Models

Most of the code in metatomic.torch is here to define and export models and to store model metadata. The corresponding classes are documented below:

We also provide a couple of functions to work with the models:

metatomic.torch.read_model_metadata(path: str) ModelMetadata[source]

Read metadata of a saved atomistic model.

This function allows to access the metadata of a model without loading it in advance.

Parameters:

path (str) – path to the exported model file

Return type:

ModelMetadata

metatomic.torch.load_atomistic_model(path, extensions_directory=None) AtomisticModel[source]

Check and then load the metatomic model at the given path.

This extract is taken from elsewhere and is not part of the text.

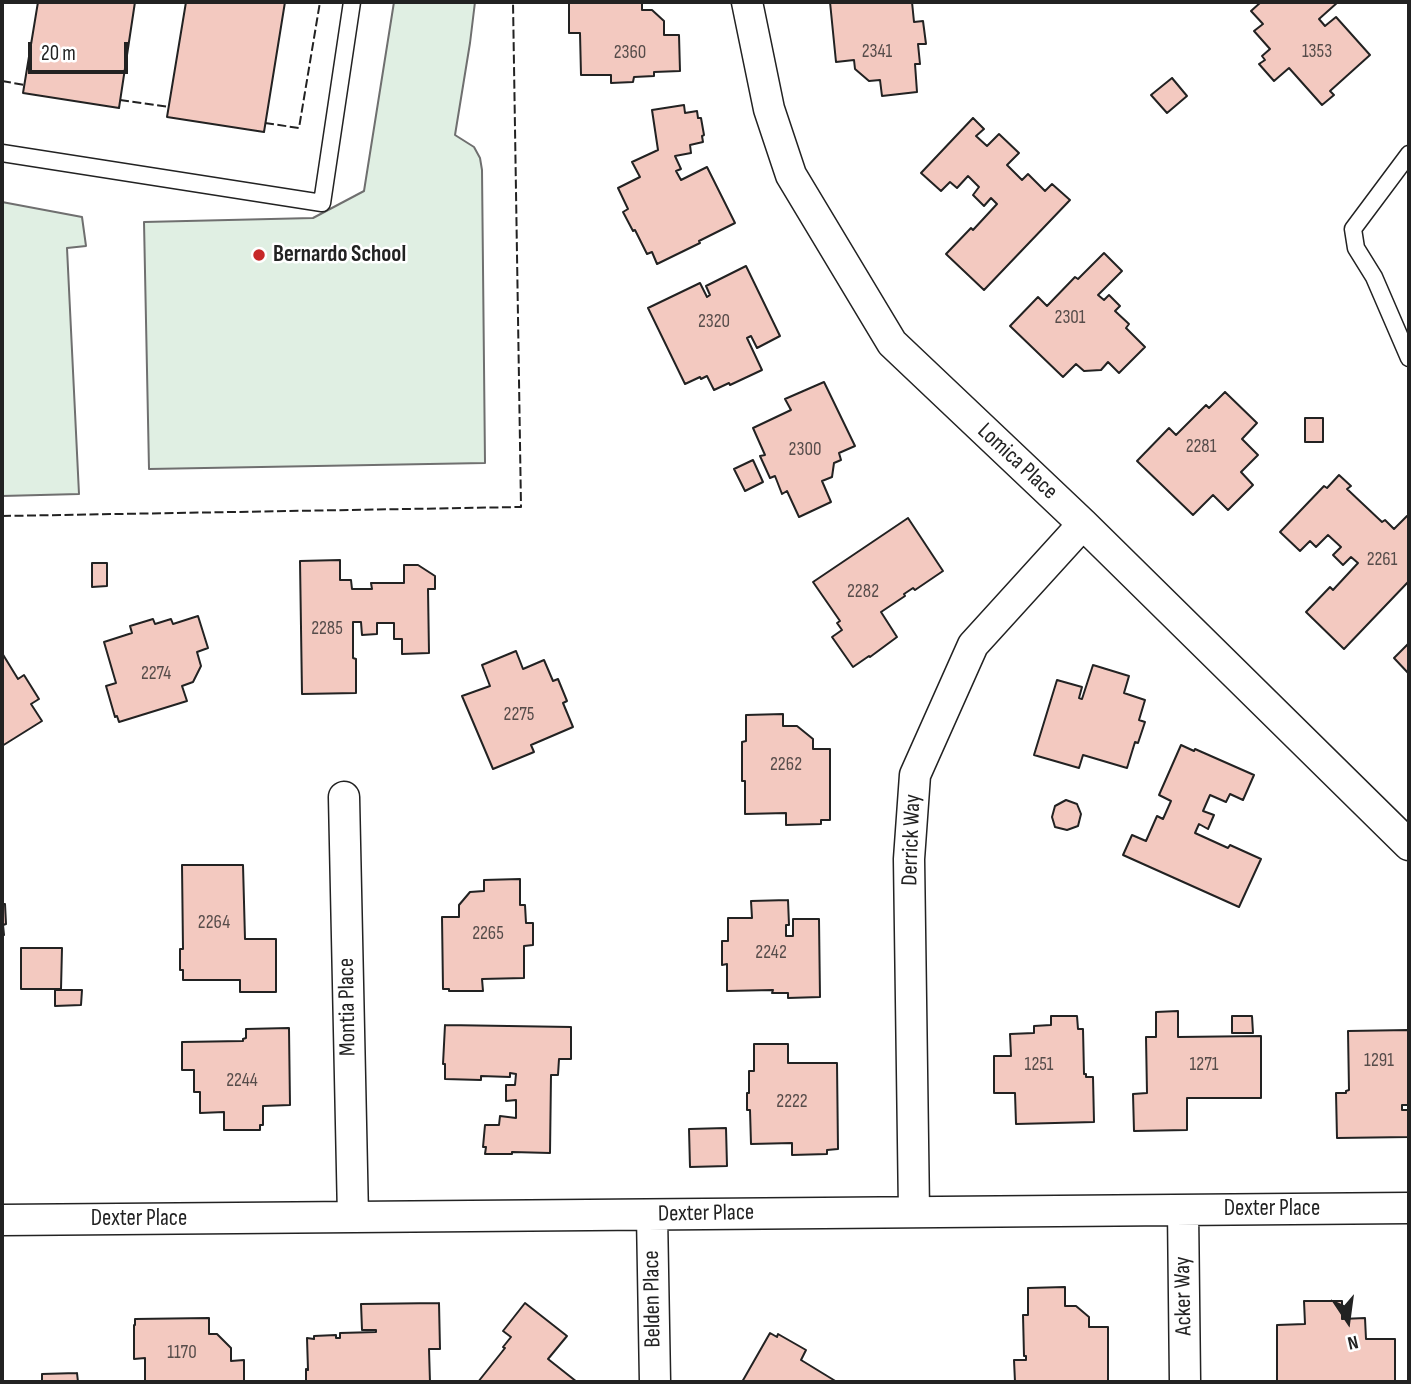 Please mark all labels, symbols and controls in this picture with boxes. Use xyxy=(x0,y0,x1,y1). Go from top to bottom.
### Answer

This function calls metatomic.torch.check_atomistic_model() and metatomic.torch.load_model_extensions() before attempting to load the model.

Parameters:
  • path – path to an exported metatensor model

  • extensions_directory – path to a directory containing all extensions required by the exported model

Return type:

AtomisticModel

metatomic.torch.check_atomistic_model(path: str)[source]

Check that the file at path contains an exported atomistic model, and that this model can be loaded in the current process.

This function should be called before torch.jit.load() when loading an existing model.

Parameters:

path (str) – path to the exported model file

metatomic.torch.load_model_extensions(path: str, extensions_directory: str | None = None)[source]

Load the TorchScript extensions (and their dependencies) that the model at path uses.

If extensions_directory is provided, we look for the extensions and their dependencies in there first. If this function fails to load some library, it will produce a warning using Torch’s warnings infrastructure. Users can set the METATENSOR_DEBUG_EXTENSIONS_LOADING environment variable to get more informations about a failure in the standard error output.

Parameters:
  • path (str) – path to the exported model file

  • extensions_directory (str | None) – path to a directory containing the extensions. This directory will typically be created by calling AtomisticModel.export() with collect_extensions=extensions_directory.